2003 saw the second collaboration with Ozon with the film Swimming Pool . Again she was nominated for a César and a European Film Award in the Best Actress category. This time she won the European award.

In the same year she started her theater career and appeared in the Paris Théâtre Édouard VII in the play "Petits Crimes Conjugaux". The following year she received excellent reviews in London for her performance in Pierre Marivaux 's play "The False Servant".

She also spent a week with the German photographer Juergen Teller in a Paris hotel with an excessive long-term performance . The resulting pictures were first exhibited in Vienna in the summer of 2004 under the title “Louis XV” and also published in a book.

At the 56th International Film Festival in Berlin from February 9th to 19th, 2006 she was jury president.

In 2011 a portrait film about Charlotte Rampling, The Look , made by the German director Angelina Maccarone was released . 2013 she played in the eighth season of Dexter psychiatrist Dr.

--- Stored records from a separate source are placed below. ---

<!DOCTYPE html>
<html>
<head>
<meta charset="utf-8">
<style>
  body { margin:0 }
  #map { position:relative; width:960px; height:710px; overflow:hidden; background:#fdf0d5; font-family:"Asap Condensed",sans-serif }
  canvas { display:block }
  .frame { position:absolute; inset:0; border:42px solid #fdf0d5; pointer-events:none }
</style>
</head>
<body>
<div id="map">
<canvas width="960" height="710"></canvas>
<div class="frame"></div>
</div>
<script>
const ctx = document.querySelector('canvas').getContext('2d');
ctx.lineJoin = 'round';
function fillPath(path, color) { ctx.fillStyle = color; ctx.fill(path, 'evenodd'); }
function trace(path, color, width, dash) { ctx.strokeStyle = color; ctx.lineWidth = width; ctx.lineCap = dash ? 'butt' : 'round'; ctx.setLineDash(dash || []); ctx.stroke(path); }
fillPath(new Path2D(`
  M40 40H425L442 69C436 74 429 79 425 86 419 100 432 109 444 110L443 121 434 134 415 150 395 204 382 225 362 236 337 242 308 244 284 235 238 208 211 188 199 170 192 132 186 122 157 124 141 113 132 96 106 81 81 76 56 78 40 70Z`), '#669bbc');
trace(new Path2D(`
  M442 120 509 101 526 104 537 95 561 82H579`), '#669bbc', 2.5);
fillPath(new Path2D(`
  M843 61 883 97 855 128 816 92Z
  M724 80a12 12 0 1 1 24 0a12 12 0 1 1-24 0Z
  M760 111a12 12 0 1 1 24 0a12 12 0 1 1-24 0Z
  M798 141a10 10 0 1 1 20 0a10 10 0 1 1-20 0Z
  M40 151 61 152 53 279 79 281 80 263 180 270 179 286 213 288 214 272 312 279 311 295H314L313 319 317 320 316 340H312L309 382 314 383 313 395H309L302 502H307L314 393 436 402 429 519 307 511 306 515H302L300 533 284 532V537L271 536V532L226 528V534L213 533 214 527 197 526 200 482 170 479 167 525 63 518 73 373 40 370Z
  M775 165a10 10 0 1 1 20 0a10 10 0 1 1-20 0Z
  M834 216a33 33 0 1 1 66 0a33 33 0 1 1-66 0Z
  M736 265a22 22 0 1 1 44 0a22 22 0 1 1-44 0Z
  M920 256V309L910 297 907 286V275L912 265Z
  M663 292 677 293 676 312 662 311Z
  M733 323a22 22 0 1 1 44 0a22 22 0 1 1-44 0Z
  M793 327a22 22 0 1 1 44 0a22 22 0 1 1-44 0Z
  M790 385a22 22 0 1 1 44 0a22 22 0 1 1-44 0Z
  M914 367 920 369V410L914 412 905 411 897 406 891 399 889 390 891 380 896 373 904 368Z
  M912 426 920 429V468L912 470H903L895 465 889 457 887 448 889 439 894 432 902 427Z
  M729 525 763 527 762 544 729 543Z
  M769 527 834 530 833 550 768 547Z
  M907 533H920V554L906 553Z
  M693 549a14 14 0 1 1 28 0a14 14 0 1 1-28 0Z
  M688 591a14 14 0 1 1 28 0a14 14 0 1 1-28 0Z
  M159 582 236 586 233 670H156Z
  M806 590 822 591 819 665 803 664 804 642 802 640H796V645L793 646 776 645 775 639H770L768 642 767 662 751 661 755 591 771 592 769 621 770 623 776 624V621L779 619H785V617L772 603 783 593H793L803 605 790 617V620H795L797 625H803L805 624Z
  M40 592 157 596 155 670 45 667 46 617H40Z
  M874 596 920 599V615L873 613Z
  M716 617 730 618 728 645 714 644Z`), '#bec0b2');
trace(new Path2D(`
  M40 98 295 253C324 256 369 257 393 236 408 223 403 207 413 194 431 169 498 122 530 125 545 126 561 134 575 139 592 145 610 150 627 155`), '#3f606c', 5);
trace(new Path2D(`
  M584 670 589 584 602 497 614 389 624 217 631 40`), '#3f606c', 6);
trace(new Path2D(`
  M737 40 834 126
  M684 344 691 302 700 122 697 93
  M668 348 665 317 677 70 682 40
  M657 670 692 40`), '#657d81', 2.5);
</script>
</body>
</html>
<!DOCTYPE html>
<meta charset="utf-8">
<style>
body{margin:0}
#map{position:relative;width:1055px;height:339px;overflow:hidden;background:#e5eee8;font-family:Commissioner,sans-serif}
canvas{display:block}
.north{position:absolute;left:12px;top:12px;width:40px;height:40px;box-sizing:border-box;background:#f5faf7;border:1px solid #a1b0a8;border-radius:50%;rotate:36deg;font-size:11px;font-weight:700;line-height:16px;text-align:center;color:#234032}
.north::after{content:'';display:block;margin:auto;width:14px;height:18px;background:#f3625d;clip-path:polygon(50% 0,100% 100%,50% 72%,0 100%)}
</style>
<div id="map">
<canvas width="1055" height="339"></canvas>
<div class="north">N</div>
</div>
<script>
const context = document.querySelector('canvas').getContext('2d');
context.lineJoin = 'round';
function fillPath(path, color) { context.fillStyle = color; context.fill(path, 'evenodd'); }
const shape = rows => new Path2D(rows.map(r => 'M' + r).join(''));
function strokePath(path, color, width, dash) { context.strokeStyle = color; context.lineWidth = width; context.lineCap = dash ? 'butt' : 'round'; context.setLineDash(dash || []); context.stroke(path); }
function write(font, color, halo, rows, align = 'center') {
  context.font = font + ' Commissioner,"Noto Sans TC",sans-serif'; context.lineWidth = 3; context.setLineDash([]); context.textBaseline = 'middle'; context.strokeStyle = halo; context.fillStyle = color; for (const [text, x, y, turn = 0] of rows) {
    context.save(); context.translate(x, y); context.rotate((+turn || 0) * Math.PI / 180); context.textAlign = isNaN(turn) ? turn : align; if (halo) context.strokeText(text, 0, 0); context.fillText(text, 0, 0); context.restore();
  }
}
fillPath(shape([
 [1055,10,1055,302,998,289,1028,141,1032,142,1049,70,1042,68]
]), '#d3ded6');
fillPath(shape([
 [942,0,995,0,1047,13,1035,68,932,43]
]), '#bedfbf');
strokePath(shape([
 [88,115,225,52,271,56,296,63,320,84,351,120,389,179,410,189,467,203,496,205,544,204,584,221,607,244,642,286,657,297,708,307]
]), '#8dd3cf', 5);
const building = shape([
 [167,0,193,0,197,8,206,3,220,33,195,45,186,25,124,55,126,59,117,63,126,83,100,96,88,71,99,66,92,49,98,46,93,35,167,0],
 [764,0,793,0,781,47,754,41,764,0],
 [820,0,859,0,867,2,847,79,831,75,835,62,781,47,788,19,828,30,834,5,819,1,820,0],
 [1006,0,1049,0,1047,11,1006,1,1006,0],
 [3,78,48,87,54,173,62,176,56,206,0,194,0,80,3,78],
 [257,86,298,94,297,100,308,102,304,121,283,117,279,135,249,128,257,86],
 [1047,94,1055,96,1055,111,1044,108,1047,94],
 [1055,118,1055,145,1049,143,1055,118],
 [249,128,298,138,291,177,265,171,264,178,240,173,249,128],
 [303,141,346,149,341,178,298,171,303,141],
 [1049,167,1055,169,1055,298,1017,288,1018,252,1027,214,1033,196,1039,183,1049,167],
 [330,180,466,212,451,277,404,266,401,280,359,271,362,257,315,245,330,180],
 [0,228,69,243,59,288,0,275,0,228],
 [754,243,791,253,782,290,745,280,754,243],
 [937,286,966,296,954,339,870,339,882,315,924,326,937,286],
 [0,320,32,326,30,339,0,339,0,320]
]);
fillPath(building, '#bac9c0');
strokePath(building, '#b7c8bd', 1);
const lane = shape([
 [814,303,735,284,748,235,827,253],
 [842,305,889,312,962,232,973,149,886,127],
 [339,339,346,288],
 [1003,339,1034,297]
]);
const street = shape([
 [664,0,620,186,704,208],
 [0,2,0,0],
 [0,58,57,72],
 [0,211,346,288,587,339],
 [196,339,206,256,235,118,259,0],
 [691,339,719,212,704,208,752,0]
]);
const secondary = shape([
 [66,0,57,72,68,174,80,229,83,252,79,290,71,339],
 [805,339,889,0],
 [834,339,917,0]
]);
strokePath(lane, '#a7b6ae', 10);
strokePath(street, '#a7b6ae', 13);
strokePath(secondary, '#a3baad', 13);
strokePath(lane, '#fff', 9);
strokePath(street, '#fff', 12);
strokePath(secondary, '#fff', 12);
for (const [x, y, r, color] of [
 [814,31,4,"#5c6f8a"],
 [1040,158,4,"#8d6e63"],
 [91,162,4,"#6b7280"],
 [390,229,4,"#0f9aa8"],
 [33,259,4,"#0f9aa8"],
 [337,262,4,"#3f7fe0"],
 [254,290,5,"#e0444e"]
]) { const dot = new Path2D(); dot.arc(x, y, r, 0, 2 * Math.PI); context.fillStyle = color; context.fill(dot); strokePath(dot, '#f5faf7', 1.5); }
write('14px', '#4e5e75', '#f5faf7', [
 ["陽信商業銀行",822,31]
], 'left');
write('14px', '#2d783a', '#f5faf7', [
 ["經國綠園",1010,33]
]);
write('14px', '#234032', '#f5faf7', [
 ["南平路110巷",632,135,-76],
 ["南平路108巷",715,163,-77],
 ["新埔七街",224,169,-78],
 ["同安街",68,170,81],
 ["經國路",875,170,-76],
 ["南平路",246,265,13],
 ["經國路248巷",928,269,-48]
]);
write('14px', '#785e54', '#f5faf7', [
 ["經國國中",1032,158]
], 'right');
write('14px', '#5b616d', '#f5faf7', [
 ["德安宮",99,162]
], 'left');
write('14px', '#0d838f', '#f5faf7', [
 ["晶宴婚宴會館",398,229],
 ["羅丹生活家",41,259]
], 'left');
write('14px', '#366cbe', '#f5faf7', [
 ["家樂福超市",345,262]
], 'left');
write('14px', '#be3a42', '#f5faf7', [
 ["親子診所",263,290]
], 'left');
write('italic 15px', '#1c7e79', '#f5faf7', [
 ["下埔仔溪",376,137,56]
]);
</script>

Evelyn Vogel , who specializes in serial killers.

In 2015 she published her autobiography Qui je suis (Who I am) , which she wrote in French together with the writer Christophe Bataille .

Filmography (selection)

Awards

literature

documentary

Web links

Commons : Charlotte Rampling  - collection of images, videos and audio files

Individual evidence

  1. ^ Biographical data of Charlotte Rampling in: The International Who's Who 1996-97-60th Edition Europa Publications Limited. London 1996, pp. 1.270-1.271, ISBN 1-85743-021-2 .
  2. Mention of Charlotte Rampling in the credits for the album on Allmusic
  3. PM biography, issue 3/2009
  4. Berlinale 2019: Homage and Honorary Golden Bear for Charlotte Rampling . In: berlinale.de, December 17, 2018 (accessed December 18, 2018).